Rev 3779: Start working on an iter_interesting_nodes, which can find nodes to transmit in http://bzr.arbash-meinel.com/branches/bzr/brisbane/fetch
John Arbash Meinel
john at arbash-meinel.com
Fri Nov 14 08:44:51 GMT 2008
At http://bzr.arbash-meinel.com/branches/bzr/brisbane/fetch
------------------------------------------------------------
revno: 3779
revision-id: john at arbash-meinel.com-20081114084445-a0en1xevr1oef4xj
parent: robertc at robertcollins.net-20081114021953-ckqpcsakzrk1ns1l
committer: John Arbash Meinel <john at arbash-meinel.com>
branch nick: fetch
timestamp: Fri 2008-11-14 02:44:45 -0600
message:
Start working on an iter_interesting_nodes, which can find nodes to transmit
in 'parallel'. Having some small problems when looking at multiple dicts.
-------------- next part --------------
=== modified file 'bzrlib/chk_map.py'
--- a/bzrlib/chk_map.py 2008-11-14 02:13:12 +0000
+++ b/bzrlib/chk_map.py 2008-11-14 08:44:45 +0000
@@ -767,3 +767,72 @@
return InternalNode.deserialise(bytes, key)
else:
raise AssertionError("Unknown node type.")
+
+
+def iter_interesting_nodes(store, interesting_root_keys,
+ uninteresting_root_keys):
+ """Given root keys, find interesting nodes.
+
+ Evaluate nodes referenced by interesting_root_keys. Ones that are also
+ referenced from uninteresting_root_keys are not considered interesting.
+
+ :param interesting_root_keys: keys which should be part of the
+ "interesting" nodes (which will be yielded)
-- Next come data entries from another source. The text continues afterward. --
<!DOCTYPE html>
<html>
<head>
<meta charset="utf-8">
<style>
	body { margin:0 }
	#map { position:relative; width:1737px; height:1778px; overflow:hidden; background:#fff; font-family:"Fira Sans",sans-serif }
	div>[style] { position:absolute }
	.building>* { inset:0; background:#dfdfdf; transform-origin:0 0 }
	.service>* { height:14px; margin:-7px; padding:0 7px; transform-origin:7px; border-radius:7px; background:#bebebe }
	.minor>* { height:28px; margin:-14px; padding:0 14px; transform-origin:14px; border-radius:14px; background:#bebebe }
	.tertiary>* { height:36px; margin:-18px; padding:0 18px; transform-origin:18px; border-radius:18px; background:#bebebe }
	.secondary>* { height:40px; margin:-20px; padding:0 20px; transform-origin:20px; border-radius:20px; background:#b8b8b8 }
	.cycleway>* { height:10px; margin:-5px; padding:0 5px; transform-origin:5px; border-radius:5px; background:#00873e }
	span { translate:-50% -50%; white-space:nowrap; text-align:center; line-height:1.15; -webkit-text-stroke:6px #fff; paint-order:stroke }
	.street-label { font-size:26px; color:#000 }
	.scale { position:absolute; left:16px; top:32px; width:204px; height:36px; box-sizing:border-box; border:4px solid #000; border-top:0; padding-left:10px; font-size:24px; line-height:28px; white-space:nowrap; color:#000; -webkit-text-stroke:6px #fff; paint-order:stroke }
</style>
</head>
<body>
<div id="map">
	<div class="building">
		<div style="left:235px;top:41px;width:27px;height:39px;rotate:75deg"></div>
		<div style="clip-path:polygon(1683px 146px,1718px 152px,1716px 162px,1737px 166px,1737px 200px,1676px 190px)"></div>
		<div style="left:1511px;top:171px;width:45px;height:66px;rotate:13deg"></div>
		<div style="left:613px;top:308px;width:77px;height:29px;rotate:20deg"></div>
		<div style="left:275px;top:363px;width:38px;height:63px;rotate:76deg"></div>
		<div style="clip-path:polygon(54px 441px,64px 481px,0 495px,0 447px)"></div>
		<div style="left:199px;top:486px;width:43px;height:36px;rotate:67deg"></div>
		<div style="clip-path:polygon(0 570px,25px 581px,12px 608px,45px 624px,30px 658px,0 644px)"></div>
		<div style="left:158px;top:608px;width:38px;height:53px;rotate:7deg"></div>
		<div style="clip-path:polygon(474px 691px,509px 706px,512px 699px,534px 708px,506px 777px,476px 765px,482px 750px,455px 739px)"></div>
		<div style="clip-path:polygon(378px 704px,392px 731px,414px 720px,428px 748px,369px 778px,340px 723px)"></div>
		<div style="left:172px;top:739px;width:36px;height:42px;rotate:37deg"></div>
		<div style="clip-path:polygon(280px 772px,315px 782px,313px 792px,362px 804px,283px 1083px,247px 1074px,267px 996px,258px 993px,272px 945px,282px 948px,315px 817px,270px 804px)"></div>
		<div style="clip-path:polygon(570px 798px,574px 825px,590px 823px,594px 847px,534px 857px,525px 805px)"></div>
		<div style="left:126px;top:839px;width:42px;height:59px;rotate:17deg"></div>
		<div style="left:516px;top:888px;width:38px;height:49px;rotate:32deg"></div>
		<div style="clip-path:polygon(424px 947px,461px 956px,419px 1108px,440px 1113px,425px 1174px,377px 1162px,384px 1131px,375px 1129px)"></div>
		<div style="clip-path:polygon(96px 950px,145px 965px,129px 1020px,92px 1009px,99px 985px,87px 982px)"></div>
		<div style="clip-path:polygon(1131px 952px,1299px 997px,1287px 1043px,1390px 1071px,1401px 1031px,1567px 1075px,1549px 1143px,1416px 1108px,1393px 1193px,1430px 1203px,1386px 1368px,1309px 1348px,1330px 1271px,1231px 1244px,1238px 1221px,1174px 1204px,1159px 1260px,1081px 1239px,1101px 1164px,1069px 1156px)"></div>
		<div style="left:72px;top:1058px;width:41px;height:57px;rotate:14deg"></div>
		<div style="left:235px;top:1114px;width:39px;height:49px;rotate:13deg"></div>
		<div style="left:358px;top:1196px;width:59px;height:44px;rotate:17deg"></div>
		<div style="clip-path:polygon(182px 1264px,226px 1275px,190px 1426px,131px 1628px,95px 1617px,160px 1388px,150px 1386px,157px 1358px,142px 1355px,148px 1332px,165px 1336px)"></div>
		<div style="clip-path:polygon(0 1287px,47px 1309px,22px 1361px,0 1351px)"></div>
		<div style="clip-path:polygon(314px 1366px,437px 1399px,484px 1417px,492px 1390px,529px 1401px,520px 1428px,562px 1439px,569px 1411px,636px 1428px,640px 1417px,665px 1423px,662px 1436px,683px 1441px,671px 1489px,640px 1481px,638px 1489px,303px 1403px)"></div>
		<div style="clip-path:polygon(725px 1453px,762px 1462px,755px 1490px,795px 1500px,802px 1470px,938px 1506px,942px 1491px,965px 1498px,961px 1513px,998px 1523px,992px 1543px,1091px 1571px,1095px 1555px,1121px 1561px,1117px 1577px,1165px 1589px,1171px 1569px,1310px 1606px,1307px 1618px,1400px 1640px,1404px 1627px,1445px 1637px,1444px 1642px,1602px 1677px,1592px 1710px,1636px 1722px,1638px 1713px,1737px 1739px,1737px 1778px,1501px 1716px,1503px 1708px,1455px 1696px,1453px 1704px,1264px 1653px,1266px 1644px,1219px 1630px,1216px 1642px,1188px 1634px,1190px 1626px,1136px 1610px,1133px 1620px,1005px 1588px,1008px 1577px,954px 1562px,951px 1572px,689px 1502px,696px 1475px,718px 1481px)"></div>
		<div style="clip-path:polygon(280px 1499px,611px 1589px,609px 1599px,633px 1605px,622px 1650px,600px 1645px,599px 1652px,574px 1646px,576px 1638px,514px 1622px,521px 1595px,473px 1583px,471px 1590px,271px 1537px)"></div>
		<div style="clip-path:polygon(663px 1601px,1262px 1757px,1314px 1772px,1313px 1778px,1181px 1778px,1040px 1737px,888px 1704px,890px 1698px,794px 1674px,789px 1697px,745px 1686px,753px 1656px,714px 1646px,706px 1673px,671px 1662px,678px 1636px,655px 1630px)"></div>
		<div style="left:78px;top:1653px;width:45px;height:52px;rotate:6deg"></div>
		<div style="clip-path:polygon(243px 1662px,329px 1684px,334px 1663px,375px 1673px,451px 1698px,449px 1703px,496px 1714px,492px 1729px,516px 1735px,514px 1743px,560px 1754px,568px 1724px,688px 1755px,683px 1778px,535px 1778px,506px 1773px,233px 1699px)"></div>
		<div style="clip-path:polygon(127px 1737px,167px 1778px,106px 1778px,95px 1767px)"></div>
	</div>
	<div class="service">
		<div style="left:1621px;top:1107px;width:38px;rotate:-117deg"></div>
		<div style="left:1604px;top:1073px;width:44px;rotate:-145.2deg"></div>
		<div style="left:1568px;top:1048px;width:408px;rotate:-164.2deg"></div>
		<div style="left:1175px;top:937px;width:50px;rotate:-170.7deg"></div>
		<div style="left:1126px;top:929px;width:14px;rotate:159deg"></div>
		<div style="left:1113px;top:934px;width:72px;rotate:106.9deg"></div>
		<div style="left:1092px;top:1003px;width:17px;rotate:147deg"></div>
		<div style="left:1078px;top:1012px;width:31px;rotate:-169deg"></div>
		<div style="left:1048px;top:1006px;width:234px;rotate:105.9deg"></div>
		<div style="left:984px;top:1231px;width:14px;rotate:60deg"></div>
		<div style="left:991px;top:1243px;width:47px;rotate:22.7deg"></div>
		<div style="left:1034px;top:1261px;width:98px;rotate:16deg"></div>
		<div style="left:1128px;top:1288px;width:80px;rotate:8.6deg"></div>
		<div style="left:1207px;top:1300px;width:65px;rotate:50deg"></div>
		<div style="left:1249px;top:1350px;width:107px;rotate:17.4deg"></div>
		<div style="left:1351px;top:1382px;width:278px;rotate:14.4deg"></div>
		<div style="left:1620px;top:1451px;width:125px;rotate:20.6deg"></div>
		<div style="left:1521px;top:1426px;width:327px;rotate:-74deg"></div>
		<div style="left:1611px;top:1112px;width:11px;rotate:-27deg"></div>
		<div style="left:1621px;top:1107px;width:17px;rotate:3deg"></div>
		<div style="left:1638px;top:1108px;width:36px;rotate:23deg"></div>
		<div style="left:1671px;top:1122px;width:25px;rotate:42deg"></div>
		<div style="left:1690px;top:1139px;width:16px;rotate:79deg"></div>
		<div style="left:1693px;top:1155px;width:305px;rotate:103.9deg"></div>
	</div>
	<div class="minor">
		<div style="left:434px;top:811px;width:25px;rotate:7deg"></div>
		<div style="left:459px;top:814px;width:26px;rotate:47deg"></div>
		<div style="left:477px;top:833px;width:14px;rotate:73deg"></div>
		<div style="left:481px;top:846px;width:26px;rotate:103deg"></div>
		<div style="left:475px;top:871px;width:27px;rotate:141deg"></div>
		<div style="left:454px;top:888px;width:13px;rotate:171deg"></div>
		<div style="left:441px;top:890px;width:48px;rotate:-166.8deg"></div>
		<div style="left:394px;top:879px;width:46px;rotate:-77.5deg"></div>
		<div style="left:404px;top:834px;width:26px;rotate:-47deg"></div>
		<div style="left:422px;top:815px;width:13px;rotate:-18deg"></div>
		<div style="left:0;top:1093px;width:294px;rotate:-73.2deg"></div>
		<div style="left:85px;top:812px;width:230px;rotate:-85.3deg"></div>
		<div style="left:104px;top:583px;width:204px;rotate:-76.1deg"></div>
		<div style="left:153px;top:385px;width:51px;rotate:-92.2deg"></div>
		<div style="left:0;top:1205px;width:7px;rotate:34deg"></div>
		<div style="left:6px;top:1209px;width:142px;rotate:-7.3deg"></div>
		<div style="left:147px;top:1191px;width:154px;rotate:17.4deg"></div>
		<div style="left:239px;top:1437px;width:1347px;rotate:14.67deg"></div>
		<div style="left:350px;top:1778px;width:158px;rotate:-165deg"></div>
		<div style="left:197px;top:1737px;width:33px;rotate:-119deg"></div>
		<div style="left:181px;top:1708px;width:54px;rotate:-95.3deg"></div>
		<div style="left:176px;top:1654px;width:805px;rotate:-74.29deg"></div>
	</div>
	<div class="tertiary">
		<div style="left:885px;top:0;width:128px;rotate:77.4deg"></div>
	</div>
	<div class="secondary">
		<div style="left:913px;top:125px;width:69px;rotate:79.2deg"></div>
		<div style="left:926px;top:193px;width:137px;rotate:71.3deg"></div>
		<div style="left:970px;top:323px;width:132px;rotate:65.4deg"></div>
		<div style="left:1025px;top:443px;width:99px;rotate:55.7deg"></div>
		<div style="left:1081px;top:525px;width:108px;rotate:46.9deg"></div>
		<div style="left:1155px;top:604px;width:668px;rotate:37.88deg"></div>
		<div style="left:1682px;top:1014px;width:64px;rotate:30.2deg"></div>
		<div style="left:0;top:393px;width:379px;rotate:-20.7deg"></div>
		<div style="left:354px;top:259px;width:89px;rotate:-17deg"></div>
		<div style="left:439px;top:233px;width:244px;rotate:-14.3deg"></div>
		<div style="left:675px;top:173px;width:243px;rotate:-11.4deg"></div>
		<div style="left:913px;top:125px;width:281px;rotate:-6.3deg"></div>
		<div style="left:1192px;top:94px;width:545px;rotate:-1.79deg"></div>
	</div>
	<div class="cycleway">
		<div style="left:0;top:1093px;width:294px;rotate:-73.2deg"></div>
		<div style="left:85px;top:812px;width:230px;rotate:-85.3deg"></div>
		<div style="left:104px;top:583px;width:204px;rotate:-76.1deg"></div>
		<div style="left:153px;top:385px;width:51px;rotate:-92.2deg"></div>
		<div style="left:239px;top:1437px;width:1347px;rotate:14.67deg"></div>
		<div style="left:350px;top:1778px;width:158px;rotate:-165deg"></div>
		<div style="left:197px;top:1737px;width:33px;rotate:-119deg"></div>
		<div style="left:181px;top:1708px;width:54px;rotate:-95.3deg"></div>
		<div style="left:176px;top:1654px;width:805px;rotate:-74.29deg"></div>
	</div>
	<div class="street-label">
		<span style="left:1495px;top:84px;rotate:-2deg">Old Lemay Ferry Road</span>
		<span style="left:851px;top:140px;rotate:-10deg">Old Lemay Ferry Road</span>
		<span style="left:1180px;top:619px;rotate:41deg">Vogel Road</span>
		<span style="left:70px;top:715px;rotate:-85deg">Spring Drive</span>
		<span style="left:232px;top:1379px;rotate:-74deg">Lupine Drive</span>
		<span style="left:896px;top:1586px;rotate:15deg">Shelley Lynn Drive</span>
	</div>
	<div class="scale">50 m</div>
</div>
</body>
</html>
+ :param uninteresting_root_keys: keys which should be filtered out of the
+ result set.
+ :return: Yield
+ (interesting records, interesting chk's, interesting key:values)
+ """
+ uninteresting_keys = set(uninteresting_root_keys)
+ interesting_keys = set(interesting_root_keys)
+ # What about duplicates with uninteresting_root_keys?
+ interesting_chks = set(interesting_keys)
+ # TODO: consider that it may be more memory efficient to use the 20-byte
+ # sha1 string, rather than tuples of hexidecimal sha1 strings.
+ uninteresting_chks = set(uninteresting_keys)
+ uninteresting_key_values = set()
+
+ # XXX: First attempt, UGLY, UGLY, UGLY
+ # First, find the full set of uninteresting bits reachable by the
+ # uninteresting roots
+ chks_to_read = uninteresting_keys
+ while chks_to_read:
+ next_chks = set()
+ for record in store.get_record_stream(chks_to_read, 'unordered', True):
+ # TODO: Handle 'absent'
+ node = _deserialise(record.get_bytes_as('fulltext'), record.key)
+ if isinstance(node, InternalNode):
+ # uninteresting_prefix_chks.update(node._items.iteritems())
+ chks = node._items.values()
+ # TODO: We remove the entries that are already in
+ # uninteresting_chks ?
+ next_chks.update(chks)
+ uninteresting_chks.update(chks)
+ else:
+ uninteresting_key_values.update(node._items.iteritems())
+ chks_to_read = next_chks
+
+ # Is it possible that we would need to filter out the references we know to
+ # be uninteresting, eg: interesting_keys.difference(uninteresting_chks)
+ chks_to_read = interesting_keys
+ while chks_to_read:
+ next_chks = set()
+ records = {}
+ interesting_items = []
+ interesting_chks = set()
+ for record in store.get_record_stream(chks_to_read, 'unordered', True):
+ records[record.key] = record
+ # TODO: Handle 'absent'
+ node = _deserialise(record.get_bytes_as('fulltext'), record.key)
+ if isinstance(node, InternalNode):
+ chks = [chk for chk in node._items.itervalues()
+ if chk not in uninteresting_chks]
+ next_chks.update(chks)
+ # These are now uninteresting everywhere else
+ uninteresting_chks.update(chks)
+ else:
+ interesting_items = [item for item in node._items.iteritems()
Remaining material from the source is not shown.